Adding a Kafka Connection¶

Prerequisites¶

A user with sufficient permissions is required to establish a connection with Kafka.
Zeenea traffic flows towards the data source must be open.

Target	Protocol	Usual Ports
Kafka Broker	TCP	9092
Kafka Schema Registry	HTTP, HTTPS	80, 443, 8081

Note

You can find a link to the configuration template in Zeenea Connector Downloads.

Supported Versions¶

The connector was developed and tested with Kafka Server version 2.8.0 and is compatible with 3.0 and earlier.

Installing the Plugin¶

The Kafka connector is available as a plugin and can be downloaded here: Zeenea Connector Downloads.

For more information on how to install a plugin, please refer to the following article: Installing and Configuring Connectors as a Plugin.

Declaring the Connection¶

Creating and configuring connectors is done through a dedicated configuration file located in the /connections folder of the relevant scanner.

Read more: Managing Connections

In order to establish a connection with a Kafka instance, specifying the following parameters in the dedicated file is required:

Parameter	Expected value
`name`	The name that will be displayed to catalog users for this connection.
`code`	The unique identifier of the connection on the Zeenea platform.
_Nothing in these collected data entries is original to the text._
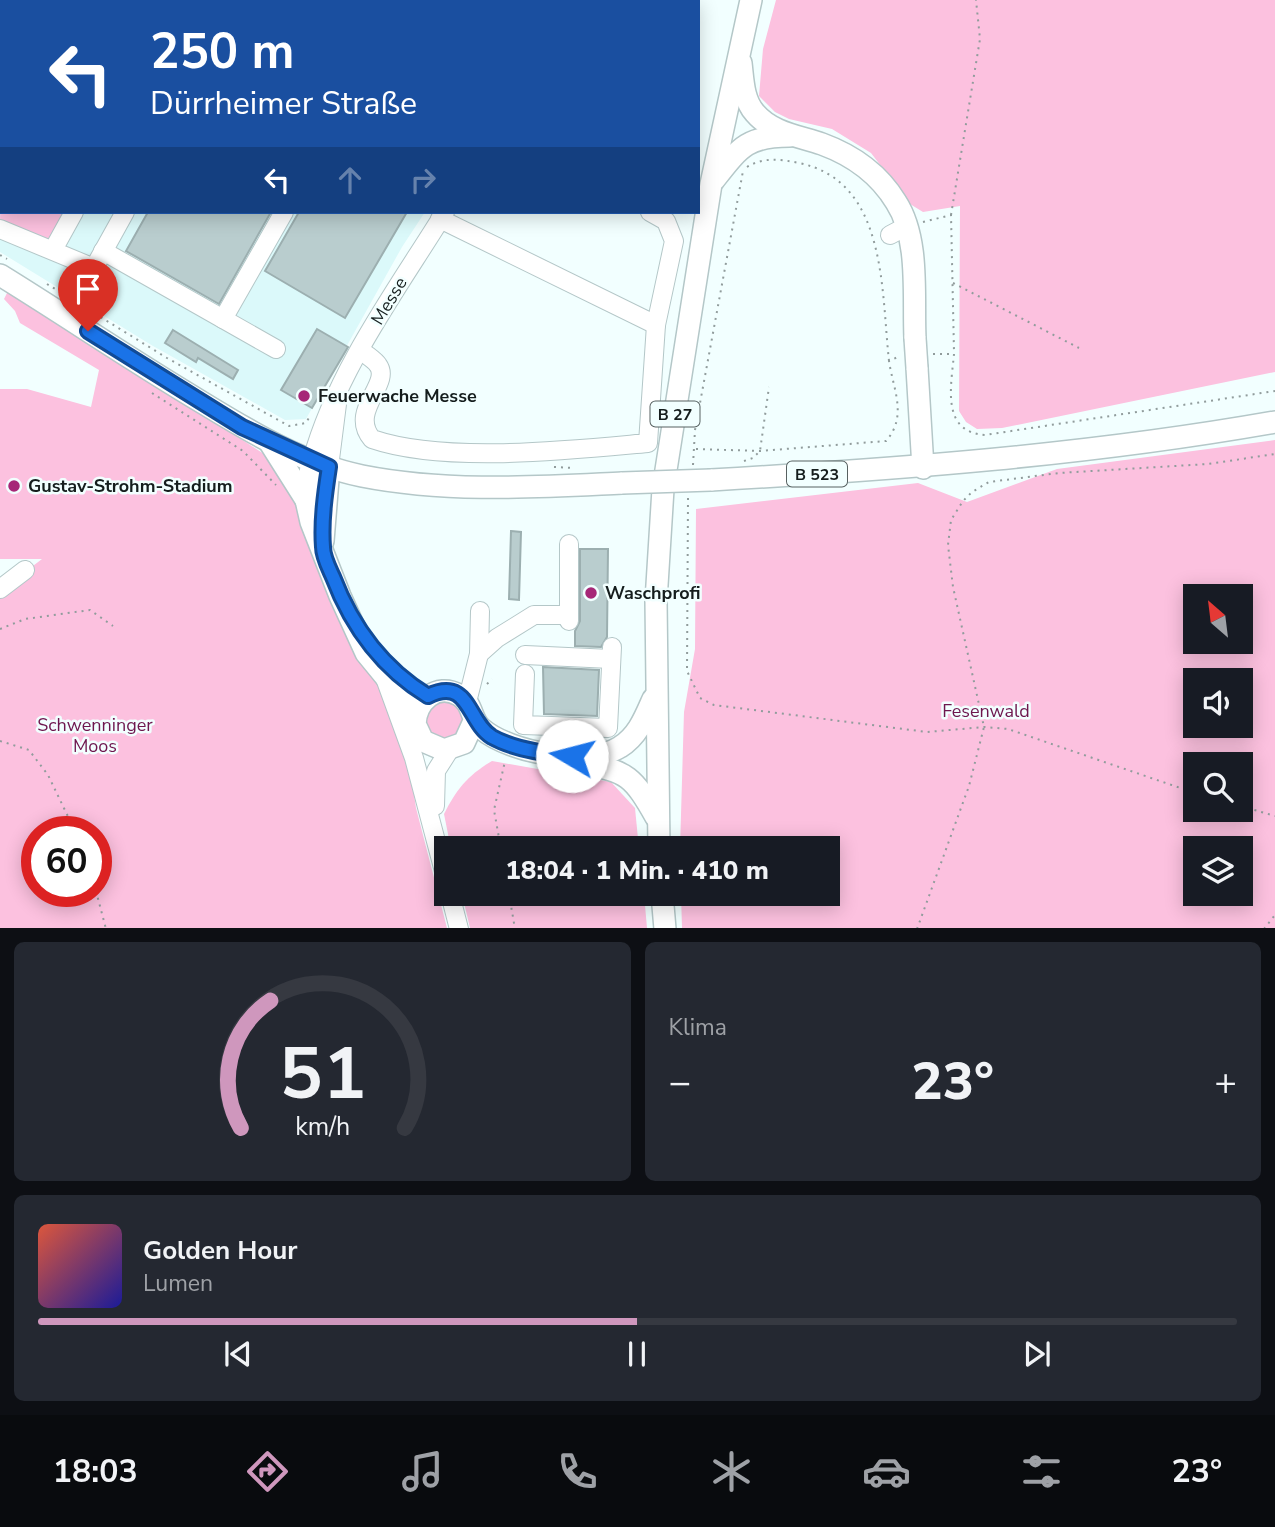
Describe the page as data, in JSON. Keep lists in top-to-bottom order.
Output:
{
  "streets": {
    "main road": ["B 27", "B 523"],
    "street": ["Messe"]
  },
  "crossings": [
    ["Messe", "B 523"]
  ],
  "parks": ["Fesenwald", "Schwenninger Moos"],
  "places": ["Feuerwache Messe", "Gustav-Strohm-Stadium", "Waschprofi"],
  "north": "top left",
  "page": {
    "turn": ["250 m", "Dürrheimer Straße"],
    "limit": "60",
    "trip": "18:04 · 1 Min. · 410 m",
    "tile": "Klima",
    "heat": ["−", "23°", "+"],
    "song": ["Golden Hour", "Lumen"],
    "tabs": ["18:03", "23°"],
    "gauge": ["51", "km/h"]
  }
}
Once registered on the platform, this code must not be modified or the connection will be considered as new and the old one removed from the scanner.
`connector_id`	The type of connector to be used for the connection. Here, the value must be `kafka` and this value must not be modified.
`connection.bootstrap_servers`	A comma-separated list of host:port pairs to use for establishing the initial connection to the Kafka cluster. Example: `broker1.example.com:9092,broker2.example.com:9092`
`connection.security_protocol`	Protocol used to communicate with brokers. (Property security.protocol of Kafka Client). Valid values are: `PLAINTEXT`, `SSL`. (`SASL_PLAINTEXT`, `SASL_SSL` coming soon). Default: `PLAINTEXT`
`connection.schema_registry_url`	Kafka schema registry URL with the protocol (example: `http://schema-registry.example.com:8081`)
`connection.username`	Username for Schema Registry basic authentication
`connection.password`	Password for Schema Registry basic authentication
`connection.api_key`	API key name for Schema Registry API authentication
`connection.api_secret`	API key secret for Schema Registry API authentication
`inventory.strategy`	Inventory strategy. Possible values `topic_sample` or `schema_registry` depend on the desired mechanism for retrieving topic schemas.
`inventory.sampling_size`	Number of messages sampled by topic (default value `1000`).
`inventory.topic_exclude`	(Optional: default value is `_`) Name of topics to ignore in the form of a list of patterns separated by spaces. Each pattern can be a regular expression or a simple pattern (or `glob`) according to the `regex:` or `glob:` prefix. If no prefix is specified, the `glob` type is assumed. If one of the patterns matches the full name of the topic, it will be ignored. The operation is similar to that of the `~` operator in filters. Example: `_ glob:test* regex:._(test\\|tu)_.`
`tls.truststore.path`	The Trust Store file path. This file must be provided in case TLS encryption is activated (protocol https) and when certificates of Kafka servers are delivered by a specific authority. It must contain the certification chain.
`tls.truststore.password`	Password of the trust store file
`tls.truststore.type`	Type of the trust store file. (`PKCS12` or `JKS`). Default value is discovered from the file extension.
`tls.keystore.path`	The key store file path. This file must be provided in case TLS encryption is activated (protocol https) and when certificates of Kafka servers are delivered by a specific authority. It must contain the certification chain.
`tls.keystore.password`	Password of the key store file
`tls.keystore.type`	Type of the sey store file (`PKCS12` or `JKS`). Default value is discovered from the file extension.
`tls.key.password`	Password of the private key (if different from the key store password)

Note

A template of the configuration file is available in this repository.

Data Extraction¶

Topic Sample¶

The connector reads each topic to retrieve the last inventory.sampling_size messages to extract the schema. These messages must be in Avro format. Thus, it retrieves a sample of data to identify the schema used.

Schema Registry¶

The connector will retrieve from the schema registry the topics whose name is suffixed by -key and -value to determine the list of topics and the list of their fields.

Collected Metadata¶

Inventory¶

Will collect the list of topics and its fields.

Dataset¶

A dataset is a topic.

Name
Source Description
Technical Data:
- Topic Format (topic_sample)
- Schema Key Type (schema_registry)
- Schema Key Version (schema_registry)
- Schema Value Type (schema_registry)
- Schema Value Version (schema_registry)

Field¶

Topic field.

Name
Source Description
Type
Can be null: yes, by default
Multivalued: Not supported. Default value false.
Primary Key: Not supported. Default value false.
Technical Metadata:
- Schema Name (schema_registry)

Object Identification Keys¶

An identification key is associated with each object in the catalog. In the case of the object being created by a connector, the connector builds it.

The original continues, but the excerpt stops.